Material provided:
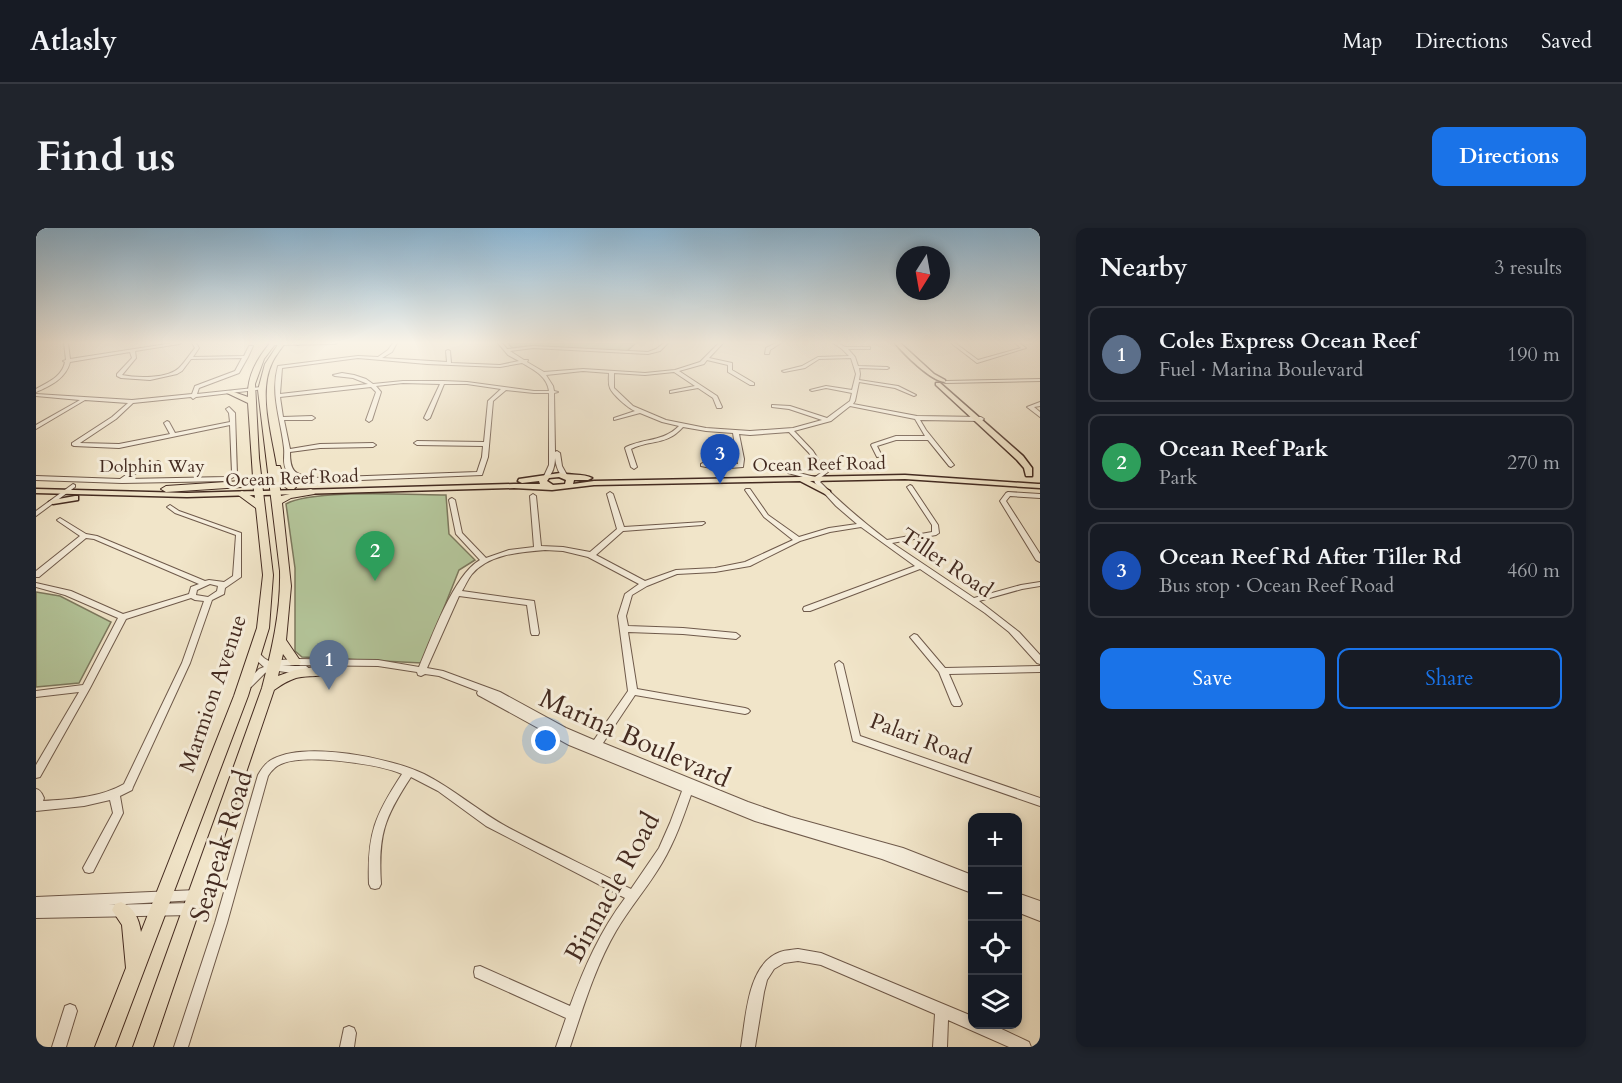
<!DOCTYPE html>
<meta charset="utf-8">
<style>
:root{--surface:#171b24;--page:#20242c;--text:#f1f3f6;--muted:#9ea1a6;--line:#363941;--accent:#1a73e8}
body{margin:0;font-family:Cardo,serif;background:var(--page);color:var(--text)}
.controls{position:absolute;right:18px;bottom:18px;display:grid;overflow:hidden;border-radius:12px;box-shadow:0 3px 9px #0003}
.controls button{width:54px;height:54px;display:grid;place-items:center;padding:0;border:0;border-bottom:2px solid var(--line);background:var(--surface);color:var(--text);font:30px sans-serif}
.compass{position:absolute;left:860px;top:18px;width:54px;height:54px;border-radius:50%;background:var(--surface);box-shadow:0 3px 9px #0003;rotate:191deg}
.you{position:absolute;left:510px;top:513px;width:21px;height:21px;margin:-15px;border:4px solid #fff;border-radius:50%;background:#1a73e8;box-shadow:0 0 0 9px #1a73e833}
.badge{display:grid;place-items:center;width:39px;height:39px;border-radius:50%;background:var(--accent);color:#fff;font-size:20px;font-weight:700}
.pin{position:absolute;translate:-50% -50px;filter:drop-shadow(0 2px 3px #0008)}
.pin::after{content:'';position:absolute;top:32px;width:21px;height:18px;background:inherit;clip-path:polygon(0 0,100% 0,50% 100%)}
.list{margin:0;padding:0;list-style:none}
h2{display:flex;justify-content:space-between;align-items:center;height:78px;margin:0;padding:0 24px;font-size:26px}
h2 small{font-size:20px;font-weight:400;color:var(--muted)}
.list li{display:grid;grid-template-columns:39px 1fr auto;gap:18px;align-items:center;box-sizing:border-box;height:96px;margin:0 12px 12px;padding:0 12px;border:2px solid var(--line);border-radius:12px}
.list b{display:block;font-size:22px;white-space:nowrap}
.list p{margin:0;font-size:20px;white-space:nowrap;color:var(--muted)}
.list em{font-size:20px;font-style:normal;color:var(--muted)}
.actions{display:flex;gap:12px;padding:18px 24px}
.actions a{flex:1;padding:14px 0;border:2px solid var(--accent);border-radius:12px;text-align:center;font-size:21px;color:var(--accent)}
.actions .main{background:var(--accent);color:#fff}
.icon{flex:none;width:33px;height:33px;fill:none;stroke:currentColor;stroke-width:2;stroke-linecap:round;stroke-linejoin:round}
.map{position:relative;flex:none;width:1004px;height:819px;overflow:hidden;border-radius:12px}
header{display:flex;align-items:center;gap:36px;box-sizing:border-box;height:84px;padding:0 30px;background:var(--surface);border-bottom:2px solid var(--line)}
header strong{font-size:28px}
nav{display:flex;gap:33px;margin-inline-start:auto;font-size:21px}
.intro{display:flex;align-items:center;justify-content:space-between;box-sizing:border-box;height:144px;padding:0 36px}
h1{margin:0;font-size:42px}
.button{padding:15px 27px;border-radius:12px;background:var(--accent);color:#fff;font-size:21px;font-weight:700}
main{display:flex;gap:36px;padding:0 36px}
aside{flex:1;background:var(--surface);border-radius:12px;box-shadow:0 3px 9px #0003}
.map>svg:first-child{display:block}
.green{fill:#b4c69b;stroke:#7c785e;stroke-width:1.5}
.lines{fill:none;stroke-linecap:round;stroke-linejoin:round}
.minor-casing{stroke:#6f5a4b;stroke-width:2}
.major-casing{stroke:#442b21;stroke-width:3}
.highway-casing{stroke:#442b21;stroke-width:2}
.minor{fill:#f6eedc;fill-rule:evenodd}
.major{fill:#f1e5c9;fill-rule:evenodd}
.highway{fill:#f1e5c9;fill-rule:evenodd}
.labels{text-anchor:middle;stroke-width:6;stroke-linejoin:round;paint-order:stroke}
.far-street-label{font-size:18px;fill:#442b21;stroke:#f6eedc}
.street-label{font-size:22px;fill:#442b21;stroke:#f6eedc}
.near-street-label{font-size:27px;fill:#442b21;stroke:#f6eedc}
</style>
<header>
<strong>Atlasly</strong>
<nav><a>Map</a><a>Directions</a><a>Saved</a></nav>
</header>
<div class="intro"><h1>Find us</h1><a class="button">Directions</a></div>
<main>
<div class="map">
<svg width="1004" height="819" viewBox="0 0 1004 819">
<rect width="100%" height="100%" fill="#f1e5c9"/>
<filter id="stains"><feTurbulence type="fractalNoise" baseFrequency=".00333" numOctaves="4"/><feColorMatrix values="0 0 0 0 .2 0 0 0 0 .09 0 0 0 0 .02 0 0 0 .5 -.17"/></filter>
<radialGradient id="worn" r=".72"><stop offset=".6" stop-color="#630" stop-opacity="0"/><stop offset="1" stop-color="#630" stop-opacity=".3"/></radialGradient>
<!-- green -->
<g class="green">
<polygon points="472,115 600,115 591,123 494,118 476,120"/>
<path d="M410 267 413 306 439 332 423 342 386 435 266 429 259 423V340L250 276C276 261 375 267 410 267Z"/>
<polygon points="0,364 24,368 75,394 43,455 0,459"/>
</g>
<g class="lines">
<defs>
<g id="minor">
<path d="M28 115H32L34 131 137 115H145L143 116 99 123 100 130 86 147C100 150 132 151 143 140 149 134 154 126 159 120L156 115H160L163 120 157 129 208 128 213 118H217L212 129 203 145 163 160 161 166 226 159H228V161L160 169 157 171 155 169 97 175 80 191 44 215 83 216 134 206 128 195 131 193 133 194 139 205 194 194 193 185 190 181 193 179 199 185 201 247 191 253 86 255 0 252V248L84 251 100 240 122 233 124 234V236L104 243 91 251 190 249 196 245 194 197 83 220 38 218 36 217V215L76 189 92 175 49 172 0 201V197L44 172 0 168V166L96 172 156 166 159 158 199 143 206 130 155 131 146 143 141 146 114 152 85 150 81 148V146L96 130 94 124 34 134C30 150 15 158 0 164V161C12 154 26 149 29 134L27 133 30 132Z"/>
<polygon points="235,115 301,115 299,116 233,117 233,115"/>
<path d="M357 115H361L356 124 346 130 411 134 410 123 412 122 414 123 415 135 464 137 483 133 472 127 462 115H466L471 121 497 118 612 124 620 121 628 115H632L624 123 612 126 497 120 474 123 488 132H492L491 134 508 144 547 141 609 145 639 142 664 134 683 115H687L673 130 696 135V142L718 155V157H714L692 144V137L671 132 668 136 643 143 681 168 686 179 685 180H681L677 170 662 160 634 165V163L659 158 638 144 609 147 578 145V160L597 178 630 192 670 200 714 203 757 200 786 192 753 181 736 179V177L754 178 791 190 814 173 816 165 790 160 776 163 774 162 790 158 816 162 820 146 815 130 783 131 769 140 748 144 746 143 766 138 782 129 813 128 806 121 797 115H802L809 119H834V121H812L819 129 822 138 851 139 853 140 851 141 823 140 824 146 823 152 862 158 880 167 878 168 859 160 823 154 819 173 817 176 881 188 945 189 948 191 945 193 884 192 890 202 918 237 915 239 913 238 892 212H860L841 218 846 228 841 229 835 217 836 216 860 208H889L879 191 814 178 795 193 758 203 777 223 784 234 783 235H779L773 225 753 204 714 207 703 206 708 231 707 239 680 241 665 238V236L667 235 680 237 702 236 697 205 670 203 647 199C630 218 616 211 595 221L601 239 598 241 595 239 589 220 590 219C609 210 627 214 643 198L626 194 604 185 578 192V190L599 183C592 180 577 167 574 160 572 155 573 150 573 145L547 143 510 147 517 158 518 163 522 164 518 165 519 224 521 223 524 225 526 238 531 247 530 248 528 249C522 246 520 237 519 230 519 237 517 246 511 250L508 248 513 237V165H498L470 162 457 173 452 229 446 247 276 254C267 252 256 251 251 243 246 236 249 228 248 220 245 192 234 166 242 138L322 128 342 129 352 122ZM322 130 391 136 464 139 486 135C498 142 511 148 513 163H498L431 154 407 153H367L337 156 330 151 318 147 306 145 297 147 299 148 317 150 332 156 244 166 246 140ZM367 155 404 156 388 190 391 192 394 190 408 156H431L465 161 452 173 448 214 381 213 378 215 381 217 447 218 446 229 441 244 276 250C258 246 254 243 254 224L284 220 337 219 340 217 337 215 284 216 254 221 248 192H276L279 190 276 188 247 189 244 169 335 159 340 164 330 192 333 194 336 192 345 164 340 158Z"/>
<polygon points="740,115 745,115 734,122 733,126 729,126 730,120"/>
<polygon points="915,115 919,115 942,132 985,120 979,115 983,115 990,120 941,135"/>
<polygon points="1004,151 1004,153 910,155 908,154 910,153"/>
<polygon points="1004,174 1004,178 998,179 1004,184 1004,189 991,179"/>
<path d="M789 242 792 244 784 250 787 252 784 254C805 275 827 294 851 312L896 304V297L871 259 874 257 876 258 902 297 903 305 900 307 856 315 938 370 985 357 1004 354V358L986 361 943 373 983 404 1004 427V436L1001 435 973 404 949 385 884 341 774 383H768L767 381 768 379 879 338 825 299 794 304 764 313 714 338 679 344 641 346 611 358 596 367 590 388 592 398 647 400 700 405 704 408 700 411 647 406 592 404 601 461 709 480 712 481 714 483 712 485 709 486 599 467 567 515 712 574 755 589 867 620 936 647V665L846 631 719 593 655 567C647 590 639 613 626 635 612 659 594 679 580 703 559 739 547 780 534 819H520L530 790 439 749 438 744 439 739 444 738 534 778C548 740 564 703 589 670L450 598 402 563 375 549C348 590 342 607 345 656L343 660 339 661 335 660 333 656C331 606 339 587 366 546 342 536 269 525 245 536 240 538 235 543 232 548L191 695 152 819H138L179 695 222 547C226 540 230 534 237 531 271 513 355 530 388 546 418 561 443 584 473 600 513 621 554 640 595 661L623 620 634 595 646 563 533 517 442 467 441 465 442 463 403 448 389 446 385 448 382 447 381 444 342 438 259 437 246 438H270L274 441 270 444 256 445 236 442 229 445 215 459H209L208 457 209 455 223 441 228 439 217 429 216 427 217 425H223L228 430 236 435 245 432 259 431 342 432 383 439C395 411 418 346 444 332L420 306 413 272 414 271 416 270 419 272 426 305 450 330 473 322 498 319 494 268 497 266 500 268 505 318 527 319 554 324 581 301 571 266 574 264 577 266 588 299 668 294 669 295 666 297 587 303 560 327 609 353 640 342 679 340 709 334 757 312 728 289 709 262 710 261H714L732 287 763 309 793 300 821 296 800 278 779 255 778 252 752 245 755 243 779 249ZM509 322 527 323 552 329 603 356 589 366 582 388 592 463 558 512 530 500 464 464 407 443 391 440 423 368 491 377 495 405 496 407H502L503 405 498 373 426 363C429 358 432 351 436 346 453 326 484 324 509 322Z"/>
<polygon points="37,256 39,257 39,259 0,288 0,283"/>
<polygon points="972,264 1004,266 1004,270 974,268 970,273 1004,326 1004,334 1000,332 964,273 970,265"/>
<path d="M134 277 143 283 205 305V349L189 360 188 366 176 372 154 435 97 559 96 562 84 568 87 585 57 644 53 645 49 644 47 640 77 585 74 572 48 578 0 583V561C5 562 6 566 8 570L7 573C35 571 63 570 88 556L146 435 168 373 159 372 155 370 90 391 54 460 4 549 0 550V537L43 464 0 469V463L47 457 82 390 29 367 0 359V355L35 363 87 386 153 366 155 359 163 356 58 311 50 310 3 349H0V343L44 308 22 293 21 292 24 290 50 306 61 308 169 353 173 352 188 354 197 348 200 307 139 285 131 279ZM174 356 182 358 181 363 172 369 160 367 161 362Z"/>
<polygon points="878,406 881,407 909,440 1004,438 1004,444 913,446 926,476 924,478 918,478 916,476 903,444 874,409"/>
<polygon points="803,433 807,436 824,508 1004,570 1004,578 817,513 799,436"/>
<polygon points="161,662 165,663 167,667 165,671 161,672 72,677 156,675 160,677 162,681 160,685 156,687 0,690 0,669"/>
<polygon points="981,665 1004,673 1004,693 981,684"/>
<path d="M762 721 785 725 936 788V796H955L993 814 995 819H973L912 792 911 819H897L899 786 785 737 762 733 748 735 738 741 731 752 728 764 719 819H705C710 790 711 736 744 724 749 722 756 722 762 721Z"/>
<polygon points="34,776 39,778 41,783 30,819 16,819 29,778"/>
<polygon points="313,798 318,800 320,805 318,819 304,819 308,800"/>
</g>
<g id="major">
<path d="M859 115H864L898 146 909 152V154C895 153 868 126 859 115Z"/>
<polygon points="900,155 904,155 987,228 996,240 996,248 990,248 988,240 981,232 900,157"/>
<path d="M524 245C534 248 547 245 556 250L552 252H538L537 256 558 253 869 247 1002 256H1004V260L869 251 774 253 794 263V267H791L764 253 558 257 516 262 478 260 151 269 0 265V261L151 265 478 256H504L503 253 486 255 482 253 483 251ZM523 249 530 252 529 256 517 257 511 253 513 250Z"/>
<polygon points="39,268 42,268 42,272 17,276 13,274 17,272"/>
</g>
<g id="highway">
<path d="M234 115H240L228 131 219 156 223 230 237 347 233 400 212 468 79 819H59L90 740 86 697 76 682 79 676 85 674C98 679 103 691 105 704L198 468 221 400 227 347 220 280 201 266 206 263 219 270 217 255 206 259 130 264 125 261 130 258 205 253 217 249 212 175 191 165 195 163 212 169C211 148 221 131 234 115Z"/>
<path d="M243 115H249C245 121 239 128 236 135 222 164 235 207 240 238H244L248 250 260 259 258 261H252L243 254 245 268 275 261 280 264 278 266 255 270 246 275 255 358 250 412 265 434 263 437H255L247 426 242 448 259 442 297 436 303 440C294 450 273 447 260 450 251 453 245 457 238 462L117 819H97L226 460C236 421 245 383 244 343L222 162 229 136Z"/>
<polygon points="258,115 265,115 262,117"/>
</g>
</defs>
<!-- minor casing -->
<use href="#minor" class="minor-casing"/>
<!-- major casing -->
<use href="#major" class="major-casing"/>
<!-- highway casing -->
<use href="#highway" class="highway-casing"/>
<!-- minor -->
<use href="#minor" class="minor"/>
<!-- major -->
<use href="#major" class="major"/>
<!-- highway -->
<use href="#highway" class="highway"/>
</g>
<!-- sky -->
<linearGradient id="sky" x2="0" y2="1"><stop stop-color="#8bb8d8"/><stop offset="0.5" stop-color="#f9f3e7"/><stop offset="1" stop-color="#f9f3e7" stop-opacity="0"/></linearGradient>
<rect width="1004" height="229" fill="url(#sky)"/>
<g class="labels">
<!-- far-street labels -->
<g class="far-street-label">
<text transform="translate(783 236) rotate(-1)" y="6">Ocean Reef Road</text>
<text x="116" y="244">Dolphin Way</text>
<text transform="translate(256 250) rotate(-2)" y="6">Ocean Reef Road</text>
</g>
<!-- street labels -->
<g class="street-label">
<text transform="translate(911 334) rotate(34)" y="8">Tiller Road</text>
<text transform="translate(176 465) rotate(-71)" y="8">Marmion Avenue</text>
<text transform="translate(885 510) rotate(21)" y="8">Palari Road</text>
</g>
<!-- near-street labels -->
<g class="near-street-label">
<text transform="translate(599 510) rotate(24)" y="9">Marina Boulevard</text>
<text transform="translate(185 618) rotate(-73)" y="9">Seapeak Road</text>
<text transform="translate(576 659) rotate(-61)" y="9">Binnacle Road</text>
</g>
</g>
<rect width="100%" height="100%" filter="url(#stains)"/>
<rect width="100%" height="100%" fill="url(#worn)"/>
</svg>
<div class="controls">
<button>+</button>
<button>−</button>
<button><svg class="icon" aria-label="locate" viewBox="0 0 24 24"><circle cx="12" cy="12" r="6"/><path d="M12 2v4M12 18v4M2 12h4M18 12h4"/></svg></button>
<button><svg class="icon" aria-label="layers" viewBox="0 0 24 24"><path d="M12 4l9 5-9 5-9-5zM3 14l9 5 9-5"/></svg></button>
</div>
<svg class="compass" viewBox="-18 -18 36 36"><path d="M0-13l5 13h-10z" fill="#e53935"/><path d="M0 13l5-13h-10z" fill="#9ea1a6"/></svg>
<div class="you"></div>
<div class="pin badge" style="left:293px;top:462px;background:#5c6f8a">1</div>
<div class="pin badge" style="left:339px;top:353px;background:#2e9e5b">2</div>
<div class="pin badge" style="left:684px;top:256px;background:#1a4fb4">3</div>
</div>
<aside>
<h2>Nearby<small>3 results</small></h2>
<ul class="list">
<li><span class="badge" style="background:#5c6f8a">1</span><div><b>Coles Express Ocean Reef</b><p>Fuel · Marina Boulevard</p></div><em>190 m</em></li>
<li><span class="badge" style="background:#2e9e5b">2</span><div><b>Ocean Reef Park</b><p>Park</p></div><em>270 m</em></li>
<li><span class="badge" style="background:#1a4fb4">3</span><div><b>Ocean Reef Rd After Tiller Rd</b><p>Bus stop · Ocean Reef Road</p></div><em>460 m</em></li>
</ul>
<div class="actions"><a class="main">Save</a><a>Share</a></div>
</aside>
</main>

Instructions to follow: Scan the material above. Extract every line in which the word "bottom" occurs.

Solution to this problem:
.controls{position:absolute;right:18px;bottom:18px;display:grid;overflow:hidden;border-radius:12px;box-shadow:0 3px 9px #0003}
.controls button{width:54px;height:54px;display:grid;place-items:center;padding:0;border:0;border-bottom:2px solid var(--line);background:var(--surface);color:var(--text);font:30px sans-serif}
header{display:flex;align-items:center;gap:36px;box-sizing:border-box;height:84px;padding:0 30px;background:var(--surface);border-bottom:2px solid var(--line)}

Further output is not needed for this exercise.